Splunk Search

How to combine two searches with common value into one table

gballanti
Explorer

I need help regarding a join from events based on different sourcetype (same index) that are related by the same value in different fields.
The logical flow starts from a bar char that group/count similar fields. With drill down I pass the 'description' by a token to the search that has to combine the search into a table.
Below a simple example:

sourcetype_A
s1_field1 = Purchase OK
s1_field2 = 9
s1_field3  = tax value
s1_field4 = Completed

sourcetype_B
s2_field1 = 9
s2_field2 = Rome
s2_field3 = Fontana di Trevi

I need to obtain a table with fields "s1_field2, s1_field1,s2_field2,s2_field3"

I'm working around this kind of search without obtaining my outcome.

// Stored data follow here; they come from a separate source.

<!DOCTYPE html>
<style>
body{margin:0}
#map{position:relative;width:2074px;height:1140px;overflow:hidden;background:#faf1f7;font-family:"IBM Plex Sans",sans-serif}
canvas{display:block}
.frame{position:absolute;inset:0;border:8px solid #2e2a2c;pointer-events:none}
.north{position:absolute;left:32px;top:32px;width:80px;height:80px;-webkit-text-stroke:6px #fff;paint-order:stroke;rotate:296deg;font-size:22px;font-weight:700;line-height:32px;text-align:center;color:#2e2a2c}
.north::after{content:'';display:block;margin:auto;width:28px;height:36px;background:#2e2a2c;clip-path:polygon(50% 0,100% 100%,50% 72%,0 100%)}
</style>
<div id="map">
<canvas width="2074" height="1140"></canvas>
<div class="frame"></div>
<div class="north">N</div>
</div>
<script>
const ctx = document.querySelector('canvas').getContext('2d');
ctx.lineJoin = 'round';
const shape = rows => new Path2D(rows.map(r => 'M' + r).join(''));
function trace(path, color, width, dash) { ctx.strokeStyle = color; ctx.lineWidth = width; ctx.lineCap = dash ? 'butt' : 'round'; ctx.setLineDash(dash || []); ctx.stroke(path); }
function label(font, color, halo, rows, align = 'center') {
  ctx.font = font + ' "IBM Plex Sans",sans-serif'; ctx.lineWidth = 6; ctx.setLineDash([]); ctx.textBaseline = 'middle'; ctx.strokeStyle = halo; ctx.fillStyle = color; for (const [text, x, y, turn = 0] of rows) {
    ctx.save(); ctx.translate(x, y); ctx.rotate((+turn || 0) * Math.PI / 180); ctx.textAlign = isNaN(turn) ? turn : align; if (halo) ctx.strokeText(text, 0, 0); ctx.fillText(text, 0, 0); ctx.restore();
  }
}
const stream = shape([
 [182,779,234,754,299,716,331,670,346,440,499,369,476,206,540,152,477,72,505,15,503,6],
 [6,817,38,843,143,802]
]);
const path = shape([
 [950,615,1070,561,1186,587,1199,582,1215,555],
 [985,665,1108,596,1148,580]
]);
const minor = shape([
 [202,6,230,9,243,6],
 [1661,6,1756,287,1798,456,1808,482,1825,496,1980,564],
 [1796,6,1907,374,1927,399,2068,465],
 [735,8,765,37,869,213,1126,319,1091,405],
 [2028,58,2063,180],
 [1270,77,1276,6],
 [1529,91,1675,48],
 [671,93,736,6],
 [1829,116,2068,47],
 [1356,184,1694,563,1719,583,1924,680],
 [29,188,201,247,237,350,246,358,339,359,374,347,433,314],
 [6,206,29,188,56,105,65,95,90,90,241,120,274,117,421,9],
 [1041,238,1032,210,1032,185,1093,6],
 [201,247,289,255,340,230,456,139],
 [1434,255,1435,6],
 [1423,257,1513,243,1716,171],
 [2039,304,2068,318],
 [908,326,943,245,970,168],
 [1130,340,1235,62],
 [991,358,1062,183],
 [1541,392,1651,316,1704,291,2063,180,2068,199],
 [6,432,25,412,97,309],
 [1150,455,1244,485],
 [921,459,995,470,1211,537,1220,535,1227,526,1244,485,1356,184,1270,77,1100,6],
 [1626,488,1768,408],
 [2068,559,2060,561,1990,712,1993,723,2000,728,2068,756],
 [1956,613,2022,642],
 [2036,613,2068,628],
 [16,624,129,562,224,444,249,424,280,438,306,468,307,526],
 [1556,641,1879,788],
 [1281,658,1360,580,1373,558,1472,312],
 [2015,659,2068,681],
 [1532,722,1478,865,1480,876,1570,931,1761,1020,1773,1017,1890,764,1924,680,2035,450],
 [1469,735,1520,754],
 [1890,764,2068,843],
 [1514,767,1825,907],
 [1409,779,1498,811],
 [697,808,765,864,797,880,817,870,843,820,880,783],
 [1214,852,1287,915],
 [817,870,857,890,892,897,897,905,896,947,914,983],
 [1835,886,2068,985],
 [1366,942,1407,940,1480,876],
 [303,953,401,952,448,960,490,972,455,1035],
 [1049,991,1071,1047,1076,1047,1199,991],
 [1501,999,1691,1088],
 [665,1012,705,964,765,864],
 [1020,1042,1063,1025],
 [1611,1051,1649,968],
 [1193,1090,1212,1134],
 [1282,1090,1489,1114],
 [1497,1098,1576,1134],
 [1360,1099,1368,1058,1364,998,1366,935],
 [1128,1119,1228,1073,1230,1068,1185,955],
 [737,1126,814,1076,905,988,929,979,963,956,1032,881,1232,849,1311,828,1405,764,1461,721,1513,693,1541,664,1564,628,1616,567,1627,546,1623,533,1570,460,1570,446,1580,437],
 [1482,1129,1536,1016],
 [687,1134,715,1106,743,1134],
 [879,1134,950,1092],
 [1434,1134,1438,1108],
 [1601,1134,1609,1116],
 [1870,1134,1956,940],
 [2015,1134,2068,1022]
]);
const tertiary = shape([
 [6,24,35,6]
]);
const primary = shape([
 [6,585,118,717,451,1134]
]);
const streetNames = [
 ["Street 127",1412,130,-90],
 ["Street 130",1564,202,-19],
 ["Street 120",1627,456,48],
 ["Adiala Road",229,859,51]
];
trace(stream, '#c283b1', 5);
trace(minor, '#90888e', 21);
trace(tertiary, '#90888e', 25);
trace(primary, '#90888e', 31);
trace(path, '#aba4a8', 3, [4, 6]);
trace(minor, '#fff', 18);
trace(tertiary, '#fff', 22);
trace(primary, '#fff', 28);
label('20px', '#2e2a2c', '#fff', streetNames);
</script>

sourcetype="Sourcetype_A" s1_field4="Completed" | search s1_field1=$from_token$
| join s1_field2
    [ search sourcetype="Sourcetype_B" 
    | rename s2_field1 as s1_field2 ] 
| table s1_field2, s1_field1,s2_field2,s2_field3

Thank in advance for your help.

1 Solution

dmarling
Builder

You'll see this answer a lot on here. You should avoid joins except for some very specific use cases. Joins are inefficient and can cause truncation of your data results, since it has a default limitation of only running for 30 seconds and then auto finalizing. I suggest doing this instead:

(sourcetype="Sourcetype_A" s1_field4="Completed") OR sourcetype="Sourcetype_B" 
| eval joiner=if(sourcetype="Sourcetype_A", s1_field2, s2_field1)
| stats values(*) as * by joiner
| where s1_field2=s2_field1

Season the above query to taste by only putting the fields you want in the third line. What this is doing is pulling in both data sets and joining them together with a stats command. This is won't run into those timing limitations that a join would and be more performant.

I edited the answer so it only returns results where those two fields match.

If this comment/answer was helpful, please up vote it. Thank you.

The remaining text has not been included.